A cheap pocket watch told him nothing; the inside lid bore no inscription. Neither did the other items he found: a coin purse containing two dimes, a nickel, and four pennies; the stub of a pencil; several pieces of hard candy; a sack of Bull Durham; and two well-pawed French postcards that Quincannon studied judiciously in the lamplight before discarding.

A new-looking frock coat had been tossed into a corner. Its pockets and lining had been ripped apart, but he picked it up and examined it nonetheless. And a good thing he took nothing for granted, for the searcher had missed something that Quincannon’s deft fingers detected — a folded piece of paper that must have slipped through a pocket hole and lodged in the lining of one of the tails. Scrawled on the paper in penmanship so poor as to be barely identifiable was: The Kid, 9:15, Tuesday, usual place.

The paper hadn’t been there long; didn’t look old and wasn’t worn. Was the Kid, whoever he was, the murderer? Or did the name apply to Bob Cantwell?

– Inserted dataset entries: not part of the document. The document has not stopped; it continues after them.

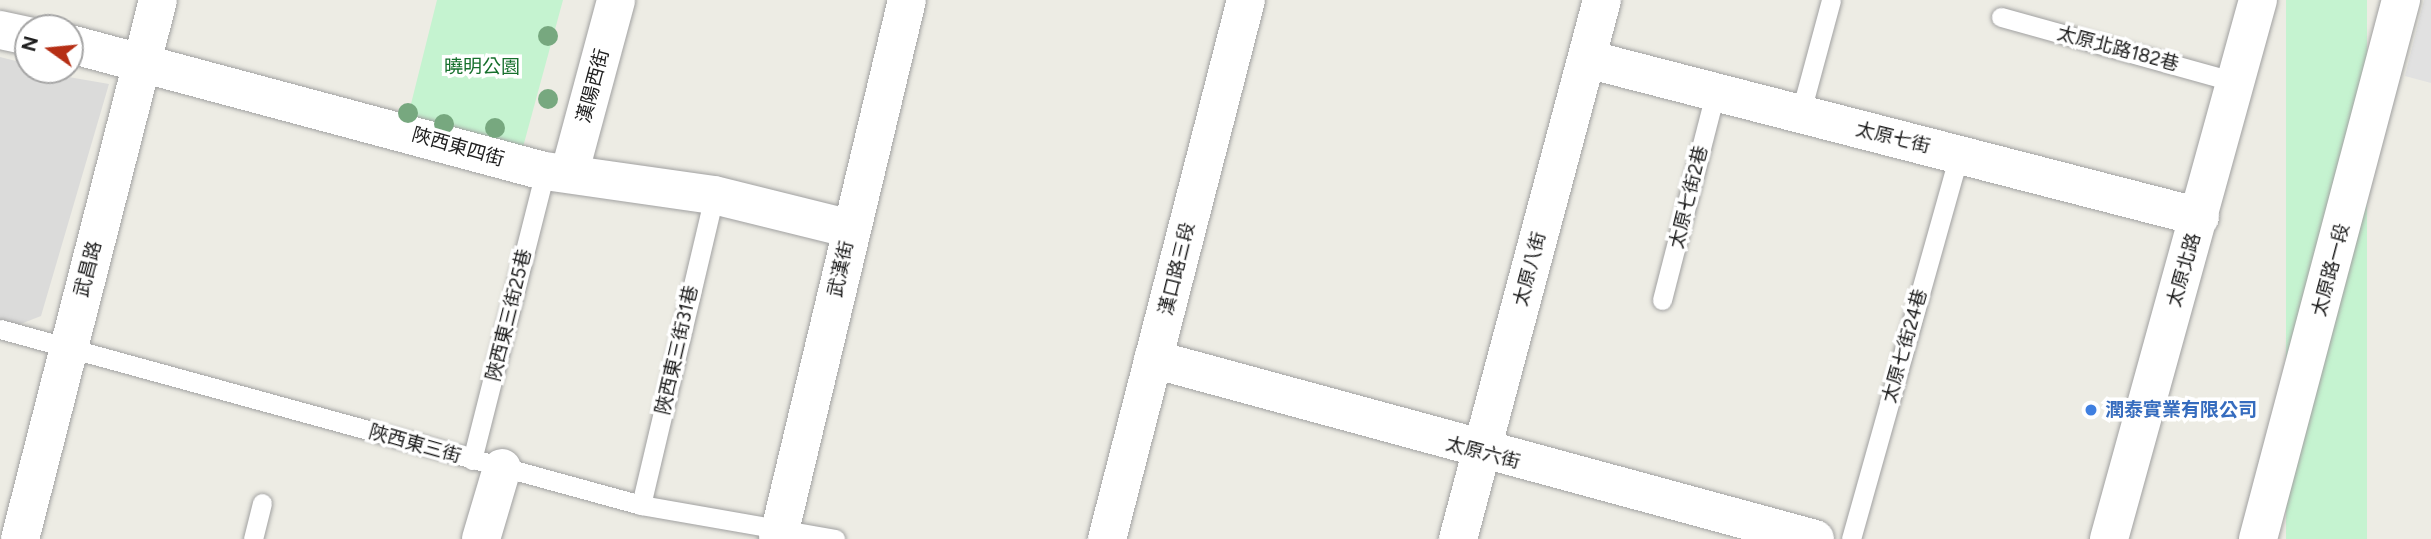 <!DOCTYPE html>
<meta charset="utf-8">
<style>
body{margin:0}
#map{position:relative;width:2431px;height:539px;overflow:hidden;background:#edece4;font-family:Figtree,"Noto Sans TC",sans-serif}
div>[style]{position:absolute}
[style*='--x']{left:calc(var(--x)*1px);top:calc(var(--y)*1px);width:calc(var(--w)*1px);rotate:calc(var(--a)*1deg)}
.residential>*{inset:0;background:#dbdbda}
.park>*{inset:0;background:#c5f3d0;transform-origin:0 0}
.parking>*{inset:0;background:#e1e1e1}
.roads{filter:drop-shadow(0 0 2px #a1a1a1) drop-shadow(0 0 2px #a1a1a1)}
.service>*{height:19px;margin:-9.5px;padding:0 9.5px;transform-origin:9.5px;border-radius:9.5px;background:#fff}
.minor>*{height:38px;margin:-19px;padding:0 19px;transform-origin:19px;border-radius:19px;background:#fff}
.tertiary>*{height:38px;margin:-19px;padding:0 19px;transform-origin:19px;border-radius:19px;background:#fff}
.trees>*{width:20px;height:20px;margin:-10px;border-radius:50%;background:#77a87f}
.dots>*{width:19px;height:19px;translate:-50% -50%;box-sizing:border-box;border:4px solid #fff;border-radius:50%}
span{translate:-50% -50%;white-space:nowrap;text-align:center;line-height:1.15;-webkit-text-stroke:7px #fff;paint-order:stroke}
.street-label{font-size:19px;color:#1d1d1d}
.park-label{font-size:19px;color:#17702d}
.shop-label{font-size:19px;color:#366cbe;font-weight:700}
.left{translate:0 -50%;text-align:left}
.north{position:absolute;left:14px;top:14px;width:70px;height:70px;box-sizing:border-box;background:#fff;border:2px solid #a5a5a5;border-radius:50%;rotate:285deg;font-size:19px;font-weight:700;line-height:28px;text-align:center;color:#1d1d1d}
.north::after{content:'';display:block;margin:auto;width:24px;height:32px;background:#b62f15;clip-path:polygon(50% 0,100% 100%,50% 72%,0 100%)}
</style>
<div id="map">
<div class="residential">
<i style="clip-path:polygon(0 57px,28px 64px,28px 70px,109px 84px,41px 316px,0 332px)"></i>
<i style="clip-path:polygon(2293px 520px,2360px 538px,2360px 539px,2288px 539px)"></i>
</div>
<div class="park">
<i style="clip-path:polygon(437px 0,563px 0,523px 147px,408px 116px)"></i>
<i style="left:2286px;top:0;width:81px;height:559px"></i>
</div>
<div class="parking">
<i style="clip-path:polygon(2424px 0,2431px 0,2431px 83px,2405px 76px)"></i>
</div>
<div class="roads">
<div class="service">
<i style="--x:2001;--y:17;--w:244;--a:15.5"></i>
<i style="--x:1800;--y:115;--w:119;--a:-74.9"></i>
<i style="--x:1662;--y:300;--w:213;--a:-75.6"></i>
<i style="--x:0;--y:329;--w:665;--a:15.35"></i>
<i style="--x:641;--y:505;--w:197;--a:9.9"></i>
<i style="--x:472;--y:460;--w:298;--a:-75.8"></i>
<i style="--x:641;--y:505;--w:318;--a:-76.7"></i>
<i style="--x:253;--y:539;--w:37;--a:-76"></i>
<i style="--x:1851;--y:539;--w:400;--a:-74.3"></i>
</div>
<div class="minor">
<i style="--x:0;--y:30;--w:29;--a:12"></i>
<i style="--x:70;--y:44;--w:492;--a:15"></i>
<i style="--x:545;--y:171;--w:171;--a:8.1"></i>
<i style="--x:714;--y:195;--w:141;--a:13.9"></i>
<i style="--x:1587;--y:59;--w:633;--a:14.45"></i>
<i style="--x:570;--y:171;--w:177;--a:-74.9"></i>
<i style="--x:1153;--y:359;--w:686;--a:15.21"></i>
<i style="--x:20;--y:539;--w:556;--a:-75.64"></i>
<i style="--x:481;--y:539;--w:74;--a:-73.5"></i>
<i style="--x:778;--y:539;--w:554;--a:-76.54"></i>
<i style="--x:1458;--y:539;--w:558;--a:-75.04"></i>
</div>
<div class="tertiary">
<i style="--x:1107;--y:539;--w:557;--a:-75.54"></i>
<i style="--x:2109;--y:539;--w:559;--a:-74.55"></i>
<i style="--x:2258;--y:539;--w:558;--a:-75.14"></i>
</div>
</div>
<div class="trees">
<i style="left:548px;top:36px"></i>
<i style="left:548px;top:99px"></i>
<i style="left:408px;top:113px"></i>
<i style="left:444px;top:124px"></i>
<i style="left:495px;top:128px"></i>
</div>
<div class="dots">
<i style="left:2091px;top:410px;background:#3f7fe0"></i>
</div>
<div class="street-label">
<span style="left:2118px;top:49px;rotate:15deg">太原北路182巷</span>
<span style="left:593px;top:86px;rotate:-75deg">漢陽西街</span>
<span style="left:1893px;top:138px;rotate:14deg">太原七街</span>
<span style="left:458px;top:147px;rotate:16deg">陜西東四街</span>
<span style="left:1689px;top:197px;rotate:-76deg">太原七街2巷</span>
<span style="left:88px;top:269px;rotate:-75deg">武昌路</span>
<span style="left:841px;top:269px;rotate:-77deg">武漢街</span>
<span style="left:1177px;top:269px;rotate:-76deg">漢口路三段</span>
<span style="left:1530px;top:269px;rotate:-75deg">太原八街</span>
<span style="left:2184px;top:270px;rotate:-74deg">太原北路</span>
<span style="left:2331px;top:270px;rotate:-75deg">太原路一段</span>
<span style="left:509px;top:315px;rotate:-76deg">陜西東三街25巷</span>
<span style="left:1905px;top:346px;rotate:-74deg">太原七街24巷</span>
<span style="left:677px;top:350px;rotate:-77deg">陜西東三街31巷</span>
<span style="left:415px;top:444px;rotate:16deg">陜西東三街</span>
<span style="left:1483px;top:453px;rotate:15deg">太原六街</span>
</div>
<div class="park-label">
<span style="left:482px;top:67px">曉明公園</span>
</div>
<div class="shop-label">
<span class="left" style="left:2105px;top:410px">潤泰實業有限公司</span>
</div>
<div class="north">N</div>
</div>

And had Cantwell lied or withheld information about the scope of his involvement in the robbery?

Grimly, Quincannon refolded and pocketed the paper. No matter who had committed this crime and where he might have gone, he would not get away with it or with Wells, Fargo’s $35,000 if the swag was now in his possession. Quincannon had chased down miscreants the length and breadth of California, across a dozen states and territories. He would, as he had once declaimed to Sabina, pursue a quarry to the ends of the earth, even into the bowels of the Pit if necessary. Few had escaped him, none that he would admit to publicly — and none at all when it meant the collection of a reward as substantial as $3,500.

Glowering, he blew out the lamp and made a hurried exit through the unlatched front door. On his way to track down the cowardly little weasel who had sent him to Drifter’s Alley.